XG SCIENCES, INC. SUBSCRIPTION AGREEMENT
Exhibit 10.37
XG SCIENCES, INC.
Ladies/Gentlemen:
XG Sciences, Inc., a Michigan corporation (the "Company") is selling in this offering (this “Offering”) up to $24,000,000 in shares of its common stock, no par value per share, at $8 per share (the “Shares”) to investors pursuant to that certain registration statement on Form S-1, as filed with the Securities and Exchange Commission and effective as of _____________ __, 2016.
1. Subscription.
1.1 The undersigned hereby subscribes for the number of Shares set forth on the signature page below at a purchase price of $8.00 per Share.
1.2 If the undersigned is paying with a check or money order, enclosed is a check or money order payable to the order of XG Sciences, Inc., in the amount set forth on the signature page below as payment in full of the total purchase price of the Shares subscribed for.
1.3 If the undersigned in paying by wire transfer, the understand shall effect a wire transfer in the amount set forth on the signature page below as payment in full of the total purchase price of the Shares subscribed for to the bank account set forth in and in accordance with the wire instructions detailed in Exhibit A.

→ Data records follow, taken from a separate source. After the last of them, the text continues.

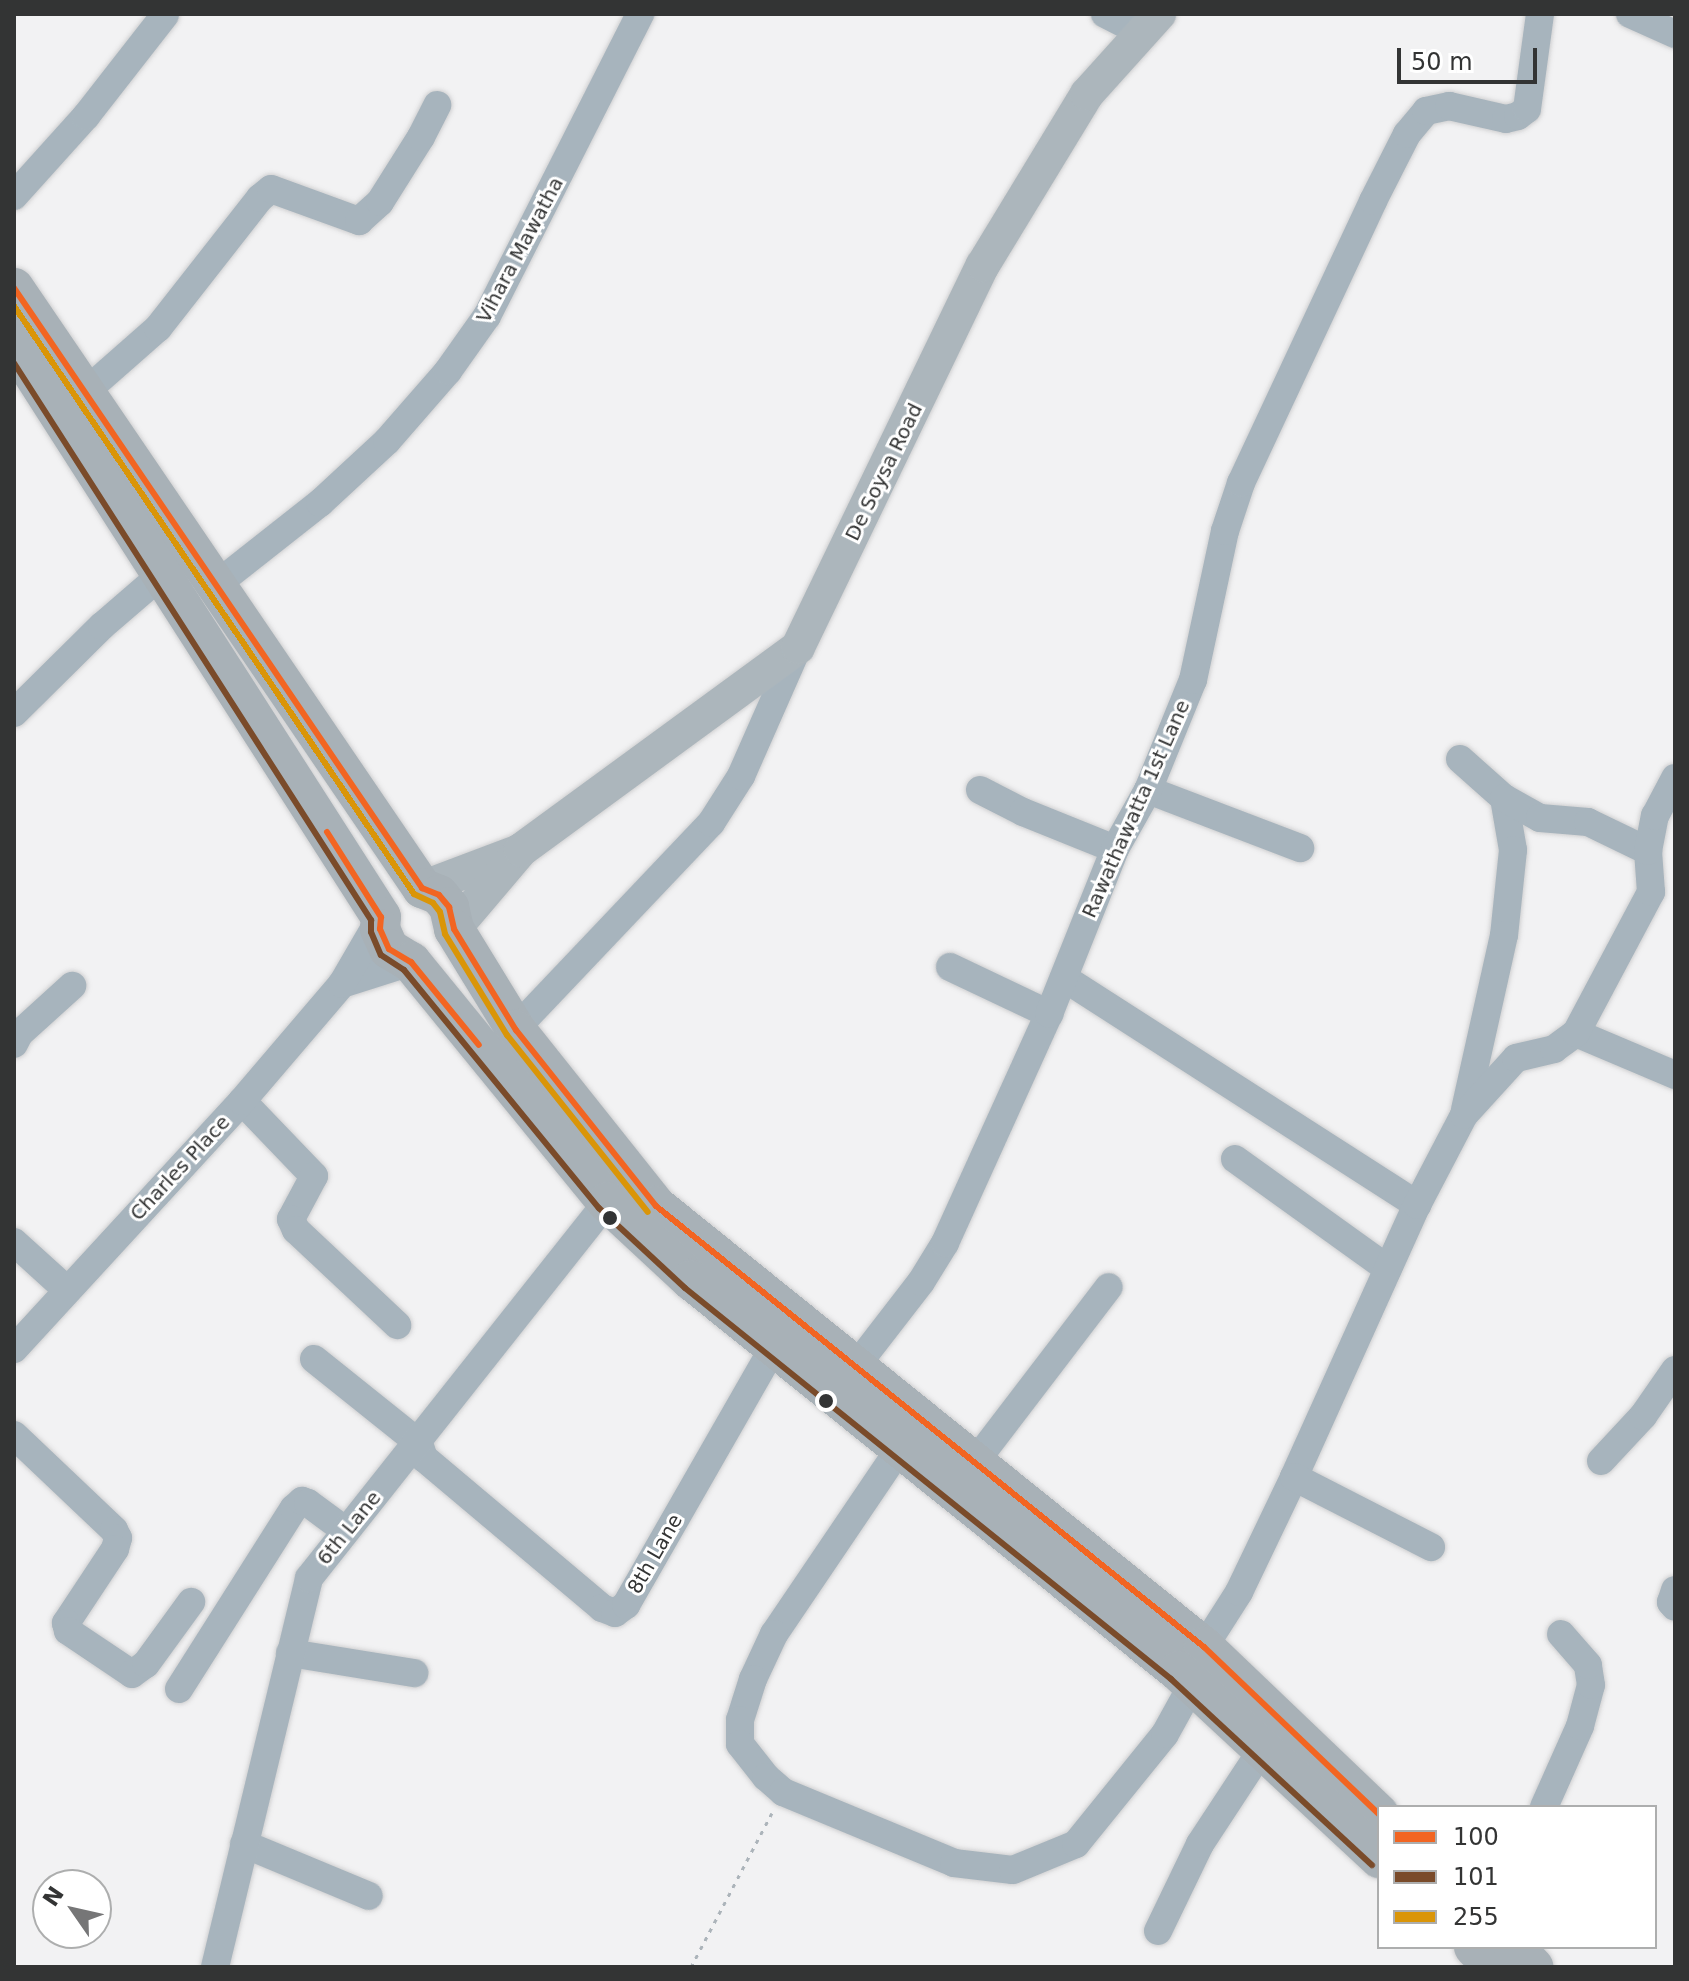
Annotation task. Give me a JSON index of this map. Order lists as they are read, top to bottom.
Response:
{
  "streets": {
    "highway": ["De Soysa Road"],
    "street": [
      "Vihara Mawatha",
      "Rawathawatta 1st Lane",
      "Charles Place",
      "6th Lane",
      "8th Lane"
    ]
  },
  "crossings": [
    ["De Soysa Road", "Charles Place"],
    ["6th Lane", "8th Lane"]
  ],
  "lines": ["transit line 100", "transit line 255", "transit line 101"],
  "legend": ["100", "101", "255"],
  "scale_bar": "50 m",
  "north": "top left"
}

1.4 The Company expects to utilize the subscription funds received from this Offering to fund general corporate expenses of approximately $11.44 million over the next two years, working capital increases of approximately $3.5 million, and to expand capacity. If the Company sells only 25% of the shares, it will use the majority of the net proceeds from the Offering to fund general corporate expenses.
2. Subscriber’s Acknowledgments and Agreements.
The undersigned understands, acknowledges and agrees that:
2.1 This subscription may be accepted or rejected in whole or in part by the Company, in its sole discretion. The Company may also terminate the Offering at any time, and may increase or decrease the size of the offering at its sole discretion.
2.2 Except as provided under applicable securities laws, this subscription is and shall be irrevocable except that (a) the undersigned’s execution and delivery of this Subscription Agreement will not constitute an agreement between the Company and the undersigned until this Subscription Agreement is accepted on behalf of the Company and, if not so accepted, the undersigned’s subscription and obligations hereunder will terminate and (b) the undersigned can, at any time prior to acceptance of this Subscription Agreement, request in writing that the undersigned be released from the obligations hereunder (and the Company may, but need not, in its discretion, elect to release the undersigned from the subscription and from such obligations).
2.3 No U.S. federal or state agency has made any finding or determination as to the fairness of the terms of this Offering. These securities have not been recommended or endorsed by any U.S. federal or state securities commission or regulatory agency.
2.4 The undersigned is aware that any resale inconsistent with the Securities Act of 1934, as amended (the “Securities Act”) may create liability on the undersigned’s part and/or the part of the Company, and agrees not to assign, sell, pledge, transfer or otherwise dispose of or transfer any such Shares unless registered under the Securities Act and applicable U.S. state securities laws, or an opinion is given by counsel satisfactory to the Company that such registration is not required.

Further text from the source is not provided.